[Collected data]
/---

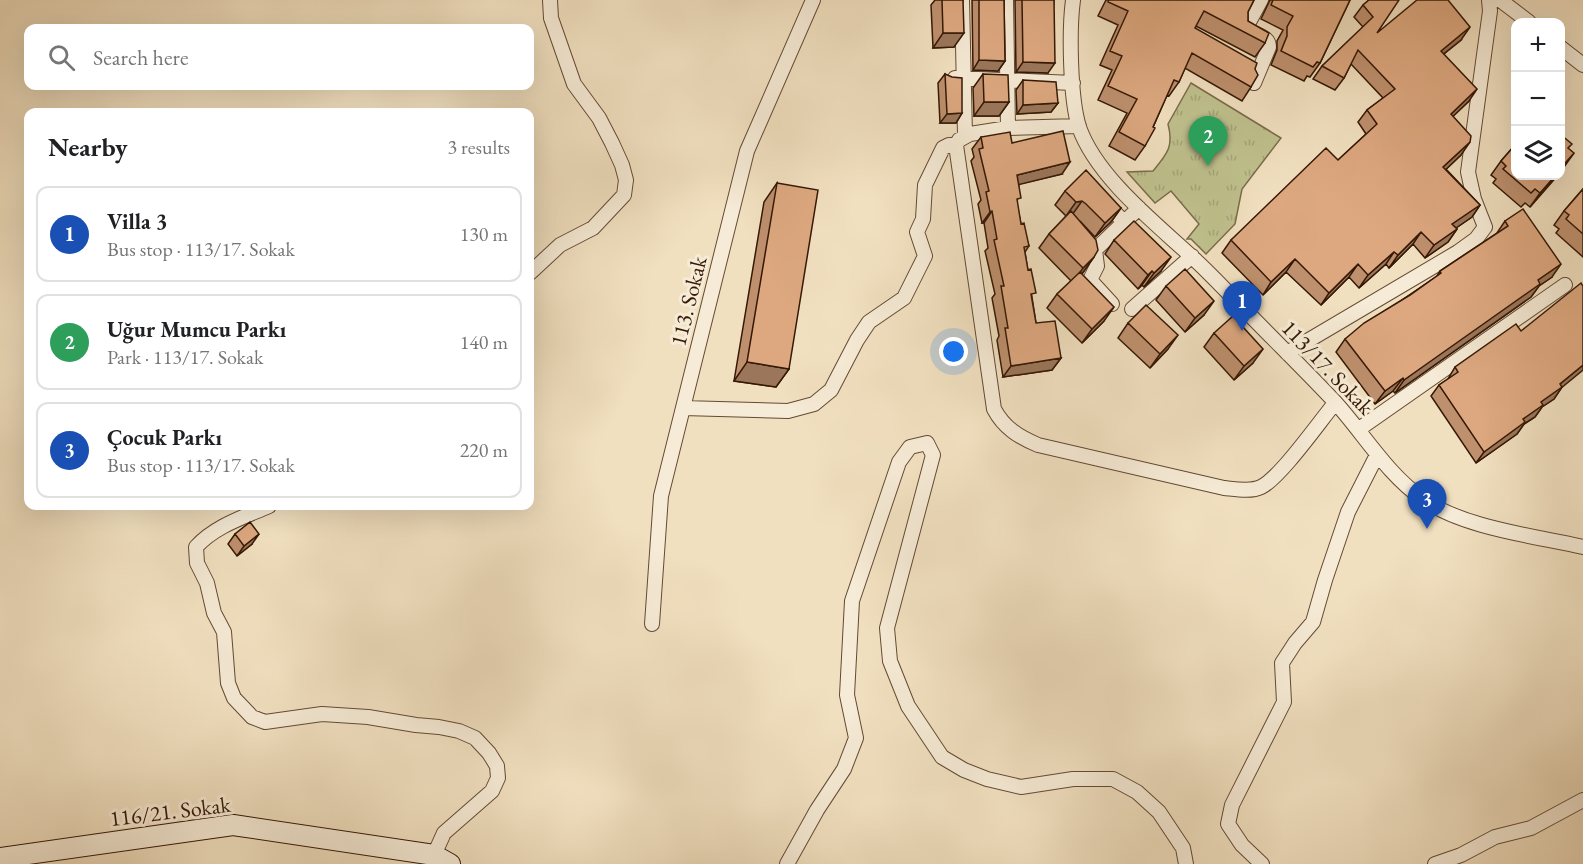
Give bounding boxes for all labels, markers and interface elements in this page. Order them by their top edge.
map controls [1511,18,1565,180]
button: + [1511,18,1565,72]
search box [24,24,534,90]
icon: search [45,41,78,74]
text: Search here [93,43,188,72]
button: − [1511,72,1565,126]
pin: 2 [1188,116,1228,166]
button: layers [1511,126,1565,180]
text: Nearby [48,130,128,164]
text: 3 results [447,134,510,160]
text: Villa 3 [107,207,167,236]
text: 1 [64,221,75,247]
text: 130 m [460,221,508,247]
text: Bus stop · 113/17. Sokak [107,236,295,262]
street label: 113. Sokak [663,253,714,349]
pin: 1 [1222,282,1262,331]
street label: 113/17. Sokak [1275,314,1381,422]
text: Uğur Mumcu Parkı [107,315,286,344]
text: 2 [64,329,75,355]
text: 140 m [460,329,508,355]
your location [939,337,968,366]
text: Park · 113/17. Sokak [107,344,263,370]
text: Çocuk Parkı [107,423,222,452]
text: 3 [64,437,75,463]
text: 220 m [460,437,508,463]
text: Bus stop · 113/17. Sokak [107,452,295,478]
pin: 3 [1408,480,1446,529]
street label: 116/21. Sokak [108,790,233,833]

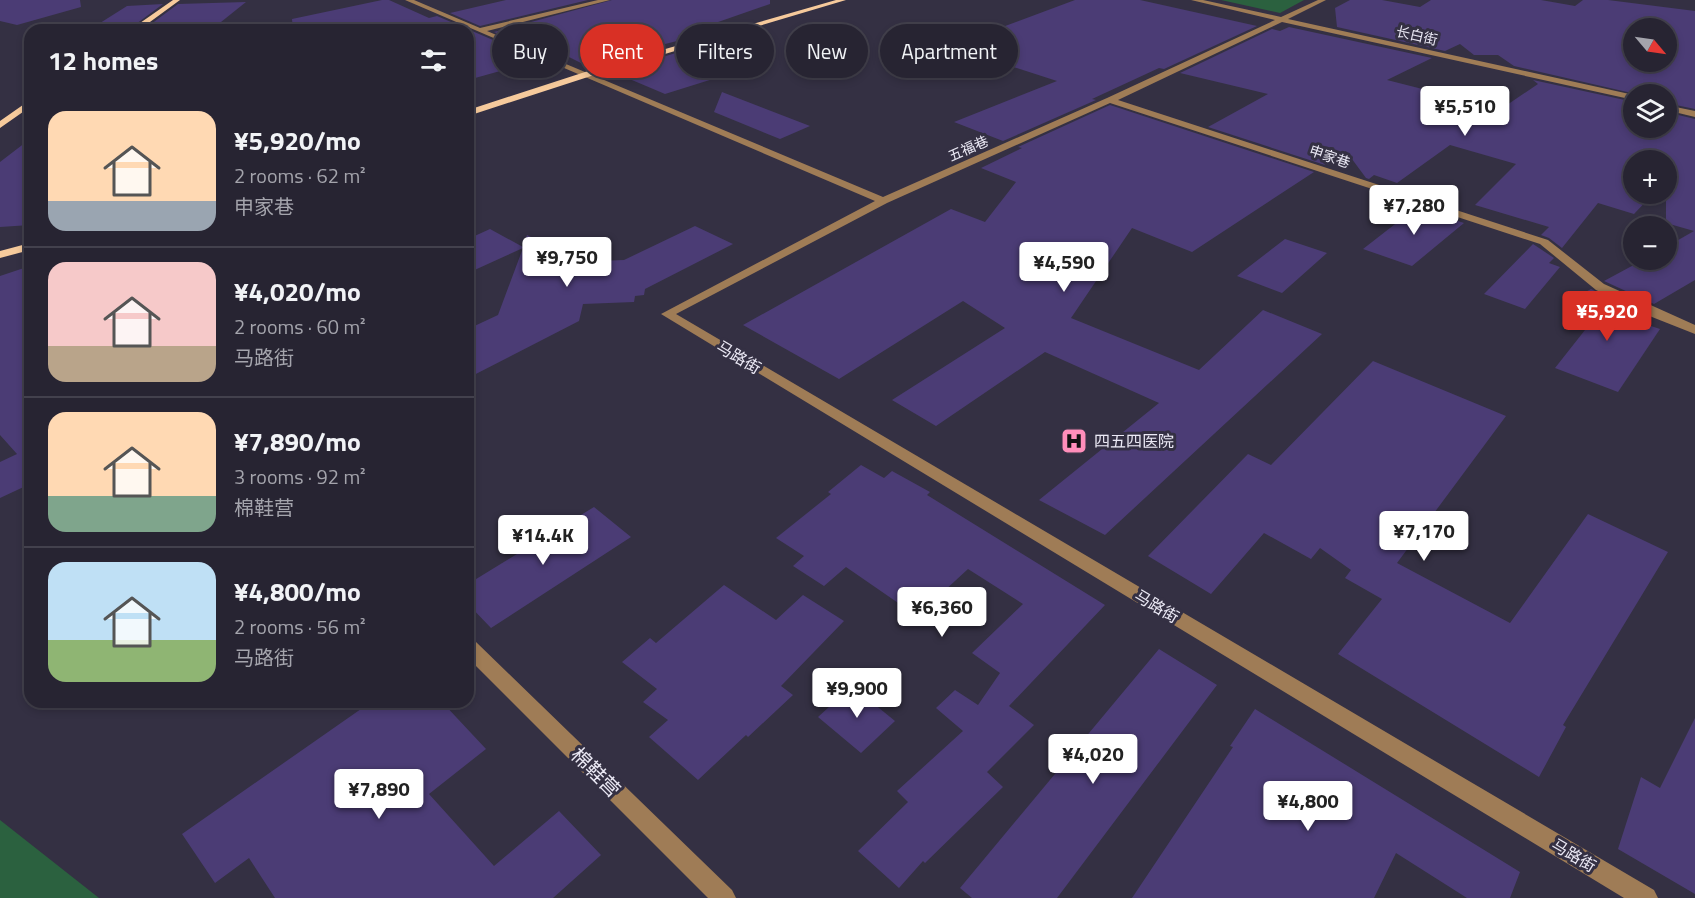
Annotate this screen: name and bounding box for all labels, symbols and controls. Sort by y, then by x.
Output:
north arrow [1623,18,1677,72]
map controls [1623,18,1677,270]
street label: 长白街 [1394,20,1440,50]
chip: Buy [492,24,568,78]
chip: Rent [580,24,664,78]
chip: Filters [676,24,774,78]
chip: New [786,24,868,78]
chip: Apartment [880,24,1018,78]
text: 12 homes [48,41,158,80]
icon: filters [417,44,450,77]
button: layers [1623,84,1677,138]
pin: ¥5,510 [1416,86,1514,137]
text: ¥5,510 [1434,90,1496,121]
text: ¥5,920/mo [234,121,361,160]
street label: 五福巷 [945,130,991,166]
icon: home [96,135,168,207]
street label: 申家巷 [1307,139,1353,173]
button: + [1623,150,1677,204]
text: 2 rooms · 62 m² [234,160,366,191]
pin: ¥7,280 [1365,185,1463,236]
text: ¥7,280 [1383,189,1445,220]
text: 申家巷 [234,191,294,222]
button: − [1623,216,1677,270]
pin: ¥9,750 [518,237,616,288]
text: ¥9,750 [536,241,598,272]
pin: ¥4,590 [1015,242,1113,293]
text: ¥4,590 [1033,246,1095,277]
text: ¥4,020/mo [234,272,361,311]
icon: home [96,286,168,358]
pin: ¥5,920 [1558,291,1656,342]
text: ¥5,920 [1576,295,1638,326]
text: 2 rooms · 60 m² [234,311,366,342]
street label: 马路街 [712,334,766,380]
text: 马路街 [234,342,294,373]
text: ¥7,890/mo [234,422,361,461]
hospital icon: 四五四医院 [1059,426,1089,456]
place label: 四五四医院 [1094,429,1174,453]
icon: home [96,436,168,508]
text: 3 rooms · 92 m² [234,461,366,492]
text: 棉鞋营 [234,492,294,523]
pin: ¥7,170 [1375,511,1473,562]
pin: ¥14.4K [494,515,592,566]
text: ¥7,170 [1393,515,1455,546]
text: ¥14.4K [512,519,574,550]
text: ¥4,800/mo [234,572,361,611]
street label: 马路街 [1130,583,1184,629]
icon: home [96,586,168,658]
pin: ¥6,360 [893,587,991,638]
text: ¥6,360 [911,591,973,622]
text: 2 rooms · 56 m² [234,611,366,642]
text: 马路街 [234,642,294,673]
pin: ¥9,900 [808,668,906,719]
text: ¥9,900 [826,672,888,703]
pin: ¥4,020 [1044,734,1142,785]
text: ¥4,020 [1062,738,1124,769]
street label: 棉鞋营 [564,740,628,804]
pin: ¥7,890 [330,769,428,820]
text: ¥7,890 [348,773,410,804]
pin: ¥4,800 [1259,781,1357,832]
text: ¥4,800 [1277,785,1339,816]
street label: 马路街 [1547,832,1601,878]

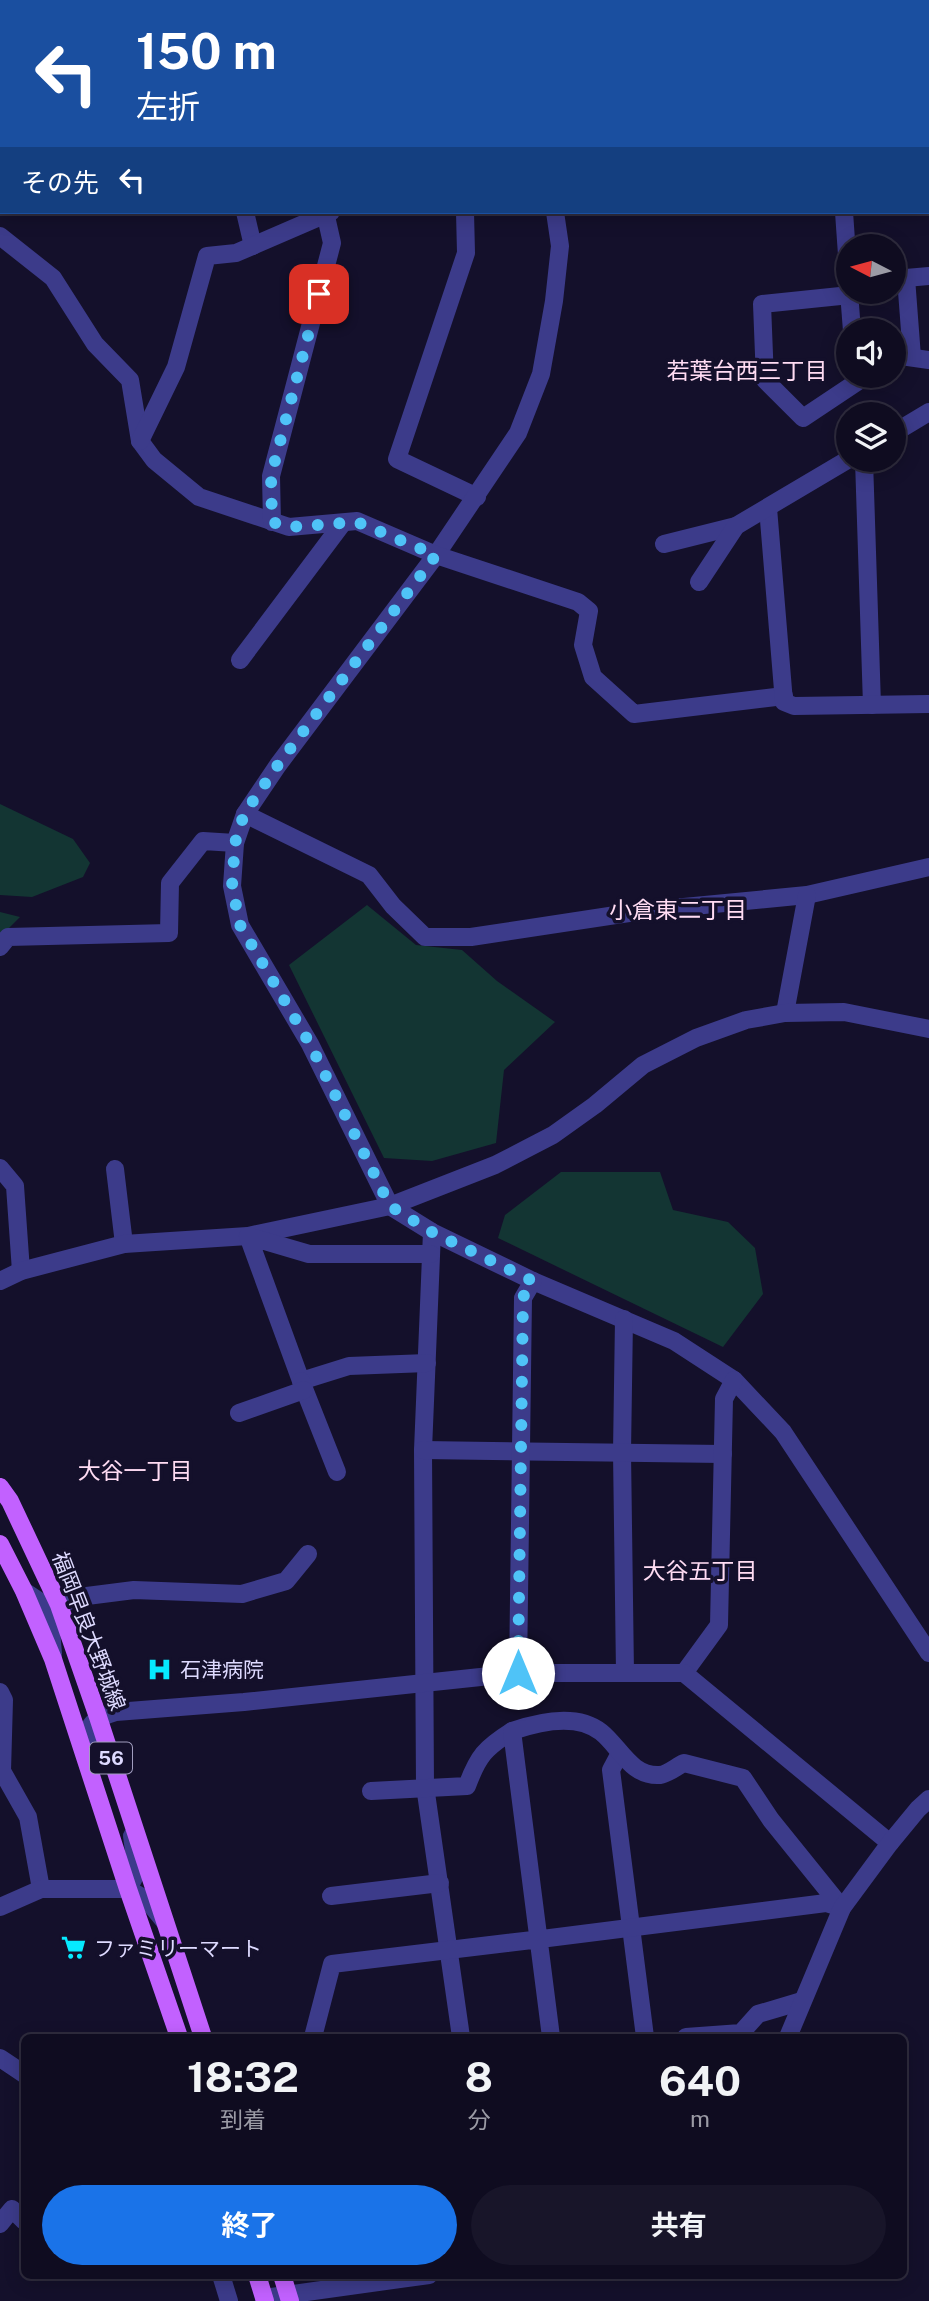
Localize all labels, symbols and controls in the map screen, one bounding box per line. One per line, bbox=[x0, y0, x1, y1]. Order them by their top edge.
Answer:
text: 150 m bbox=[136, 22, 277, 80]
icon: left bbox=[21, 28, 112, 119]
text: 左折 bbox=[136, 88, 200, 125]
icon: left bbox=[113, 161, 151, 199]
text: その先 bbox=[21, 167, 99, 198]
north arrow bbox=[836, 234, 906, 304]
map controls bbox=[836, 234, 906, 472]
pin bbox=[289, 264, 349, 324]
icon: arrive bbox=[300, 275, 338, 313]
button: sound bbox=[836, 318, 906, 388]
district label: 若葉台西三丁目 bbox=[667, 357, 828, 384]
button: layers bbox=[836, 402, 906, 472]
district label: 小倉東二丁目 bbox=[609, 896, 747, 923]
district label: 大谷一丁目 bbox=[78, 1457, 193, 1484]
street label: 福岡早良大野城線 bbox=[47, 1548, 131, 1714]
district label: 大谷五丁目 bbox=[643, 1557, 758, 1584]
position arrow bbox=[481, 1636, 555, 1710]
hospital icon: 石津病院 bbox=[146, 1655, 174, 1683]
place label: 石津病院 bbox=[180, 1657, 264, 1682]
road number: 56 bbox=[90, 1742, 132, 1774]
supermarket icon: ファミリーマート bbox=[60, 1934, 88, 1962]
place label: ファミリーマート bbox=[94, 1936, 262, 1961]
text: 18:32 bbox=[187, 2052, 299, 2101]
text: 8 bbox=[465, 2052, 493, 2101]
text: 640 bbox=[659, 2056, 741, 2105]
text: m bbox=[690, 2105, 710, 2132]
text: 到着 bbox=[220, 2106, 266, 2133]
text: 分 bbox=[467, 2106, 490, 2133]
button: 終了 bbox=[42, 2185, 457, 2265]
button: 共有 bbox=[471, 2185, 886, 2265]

\---

* WHAT IS REQUIRED *
Repeat only the lines between the start of the data and the line with "Annotate this screen: name", including those two lines, and skip the pictures.

* RESULT *
Give bounding boxes for all labels, markers and interface elements in this page. Order them by their top edge.
map controls [1511,18,1565,180]
button: + [1511,18,1565,72]
search box [24,24,534,90]
icon: search [45,41,78,74]
text: Search here [93,43,188,72]
button: − [1511,72,1565,126]
pin: 2 [1188,116,1228,166]
button: layers [1511,126,1565,180]
text: Nearby [48,130,128,164]
text: 3 results [447,134,510,160]
text: Villa 3 [107,207,167,236]
text: 1 [64,221,75,247]
text: 130 m [460,221,508,247]
text: Bus stop · 113/17. Sokak [107,236,295,262]
street label: 113. Sokak [663,253,714,349]
pin: 1 [1222,282,1262,331]
street label: 113/17. Sokak [1275,314,1381,422]
text: Uğur Mumcu Parkı [107,315,286,344]
text: 2 [64,329,75,355]
text: 140 m [460,329,508,355]
your location [939,337,968,366]
text: Park · 113/17. Sokak [107,344,263,370]
text: Çocuk Parkı [107,423,222,452]
text: 3 [64,437,75,463]
text: 220 m [460,437,508,463]
text: Bus stop · 113/17. Sokak [107,452,295,478]
pin: 3 [1408,480,1446,529]
street label: 116/21. Sokak [108,790,233,833]

Annotate this screen: name and bounding box for all labels, symbols and controls. Sort by y, then by x.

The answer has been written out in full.